The exocomets of the first family have a variety of orbits and show a rather weak activity with low production rates of gas and dust. This suggests that these comets have exhausted their supplies of ices during their multiple passages close to Beta Pictoris [2].

The exocomets of the second family are much more active and are also on nearly identical orbits [3]. This suggests that the members of the second family all arise from the same origin: probably the breakdown of a larger object whose fragments are on an orbit grazing the star Beta Pictoris.

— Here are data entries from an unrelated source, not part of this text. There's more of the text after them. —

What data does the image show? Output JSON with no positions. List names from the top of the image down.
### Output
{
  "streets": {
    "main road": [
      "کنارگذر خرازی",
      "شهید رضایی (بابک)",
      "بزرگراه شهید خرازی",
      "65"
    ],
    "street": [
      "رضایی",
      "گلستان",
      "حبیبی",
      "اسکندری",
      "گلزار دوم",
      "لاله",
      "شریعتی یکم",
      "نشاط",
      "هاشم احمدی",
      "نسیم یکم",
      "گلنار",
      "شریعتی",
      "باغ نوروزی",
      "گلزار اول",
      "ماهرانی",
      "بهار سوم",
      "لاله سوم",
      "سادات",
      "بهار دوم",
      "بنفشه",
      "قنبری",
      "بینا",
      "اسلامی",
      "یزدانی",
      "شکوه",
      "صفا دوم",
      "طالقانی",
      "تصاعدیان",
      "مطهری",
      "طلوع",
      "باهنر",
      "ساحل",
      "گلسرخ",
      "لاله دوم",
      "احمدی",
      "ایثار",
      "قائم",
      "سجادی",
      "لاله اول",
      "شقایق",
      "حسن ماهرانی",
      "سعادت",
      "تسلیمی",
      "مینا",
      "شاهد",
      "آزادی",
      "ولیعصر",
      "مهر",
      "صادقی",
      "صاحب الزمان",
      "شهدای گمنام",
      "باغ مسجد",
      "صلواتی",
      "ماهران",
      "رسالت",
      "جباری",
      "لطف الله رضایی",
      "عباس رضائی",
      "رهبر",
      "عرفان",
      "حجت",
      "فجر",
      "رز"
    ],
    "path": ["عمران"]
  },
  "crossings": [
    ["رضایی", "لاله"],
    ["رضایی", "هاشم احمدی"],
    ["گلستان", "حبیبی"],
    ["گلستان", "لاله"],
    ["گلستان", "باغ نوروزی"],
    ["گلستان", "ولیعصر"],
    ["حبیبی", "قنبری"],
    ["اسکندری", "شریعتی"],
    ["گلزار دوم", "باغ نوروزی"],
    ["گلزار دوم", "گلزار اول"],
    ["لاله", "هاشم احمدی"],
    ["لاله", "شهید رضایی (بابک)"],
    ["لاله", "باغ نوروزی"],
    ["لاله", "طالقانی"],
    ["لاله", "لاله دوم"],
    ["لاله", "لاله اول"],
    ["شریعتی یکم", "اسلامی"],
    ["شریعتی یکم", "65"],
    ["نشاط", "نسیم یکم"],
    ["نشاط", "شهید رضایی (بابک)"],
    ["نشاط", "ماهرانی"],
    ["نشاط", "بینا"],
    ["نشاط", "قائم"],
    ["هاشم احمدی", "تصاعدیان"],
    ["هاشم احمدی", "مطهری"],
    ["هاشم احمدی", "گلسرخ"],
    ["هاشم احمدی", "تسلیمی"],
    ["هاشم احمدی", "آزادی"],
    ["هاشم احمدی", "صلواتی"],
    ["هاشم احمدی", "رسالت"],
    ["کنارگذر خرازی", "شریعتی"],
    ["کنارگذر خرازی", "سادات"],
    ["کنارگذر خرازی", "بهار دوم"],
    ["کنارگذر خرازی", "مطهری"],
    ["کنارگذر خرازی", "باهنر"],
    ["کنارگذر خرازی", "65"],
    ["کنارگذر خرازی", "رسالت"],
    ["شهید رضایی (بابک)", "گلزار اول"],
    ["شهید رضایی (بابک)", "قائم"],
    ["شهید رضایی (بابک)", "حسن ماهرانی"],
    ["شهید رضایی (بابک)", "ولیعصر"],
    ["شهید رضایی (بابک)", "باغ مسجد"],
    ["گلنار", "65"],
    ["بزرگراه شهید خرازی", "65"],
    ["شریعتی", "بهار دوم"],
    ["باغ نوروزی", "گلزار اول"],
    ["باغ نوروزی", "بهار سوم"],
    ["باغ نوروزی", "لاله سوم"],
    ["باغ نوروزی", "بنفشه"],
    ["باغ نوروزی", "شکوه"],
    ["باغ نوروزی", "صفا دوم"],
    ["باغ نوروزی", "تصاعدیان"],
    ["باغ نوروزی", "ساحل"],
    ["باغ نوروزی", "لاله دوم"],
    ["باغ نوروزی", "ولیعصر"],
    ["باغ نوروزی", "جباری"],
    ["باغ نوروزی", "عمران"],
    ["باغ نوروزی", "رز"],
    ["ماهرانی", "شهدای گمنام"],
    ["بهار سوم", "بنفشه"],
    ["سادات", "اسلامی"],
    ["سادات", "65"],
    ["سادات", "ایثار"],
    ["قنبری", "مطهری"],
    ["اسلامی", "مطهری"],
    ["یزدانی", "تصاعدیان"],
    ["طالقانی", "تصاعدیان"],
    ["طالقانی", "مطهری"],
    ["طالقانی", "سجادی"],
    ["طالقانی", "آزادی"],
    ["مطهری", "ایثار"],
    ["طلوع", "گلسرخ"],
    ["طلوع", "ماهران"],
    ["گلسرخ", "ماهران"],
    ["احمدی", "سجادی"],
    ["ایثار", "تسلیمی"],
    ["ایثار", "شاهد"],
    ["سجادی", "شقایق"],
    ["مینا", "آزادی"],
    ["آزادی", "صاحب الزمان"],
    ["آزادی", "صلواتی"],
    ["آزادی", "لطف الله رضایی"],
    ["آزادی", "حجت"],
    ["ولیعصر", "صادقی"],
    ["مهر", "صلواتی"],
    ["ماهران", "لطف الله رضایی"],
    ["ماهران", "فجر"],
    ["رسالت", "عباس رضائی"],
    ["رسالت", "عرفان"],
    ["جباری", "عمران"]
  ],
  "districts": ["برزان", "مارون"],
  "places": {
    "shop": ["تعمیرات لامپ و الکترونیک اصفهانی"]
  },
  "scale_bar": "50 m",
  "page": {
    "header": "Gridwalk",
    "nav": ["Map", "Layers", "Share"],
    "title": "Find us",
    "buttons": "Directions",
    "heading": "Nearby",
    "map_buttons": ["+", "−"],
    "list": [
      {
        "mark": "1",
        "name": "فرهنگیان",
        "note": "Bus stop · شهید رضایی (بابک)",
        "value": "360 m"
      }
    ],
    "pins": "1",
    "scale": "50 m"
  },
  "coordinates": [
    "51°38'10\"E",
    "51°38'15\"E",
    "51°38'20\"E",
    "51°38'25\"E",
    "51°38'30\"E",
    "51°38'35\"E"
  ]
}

Flavien Kiefer concludes: “For the first time a statistical study has determined the physics and orbits for a large number of exocomets. This work provides a remarkable look at the mechanisms that were at work in the Solar System just after its formation 4.5 billion years ago.”

Notes

[1] A giant planet, Beta Pictoris b, has also been discovered in orbit at about a billion kilometres from the star and studied using high resolution images obtained with adaptive optics.

[2] Moreover, the orbits of these comets (eccentricity and orientation) are exactly as predicted for comets trapped inorbital resonance with a massive planet. The properties of the comets of the first family show that this planet in resonance must be at about 700 million kilometres from the star  — close to where the planet Beta Pictoris b was discovered.

[3] This makes them similar to the comets of the Kreutz family in the Solar System, or the fragments of Comet Shoemaker-Levy 9, which impacted Jupiter in July 1994.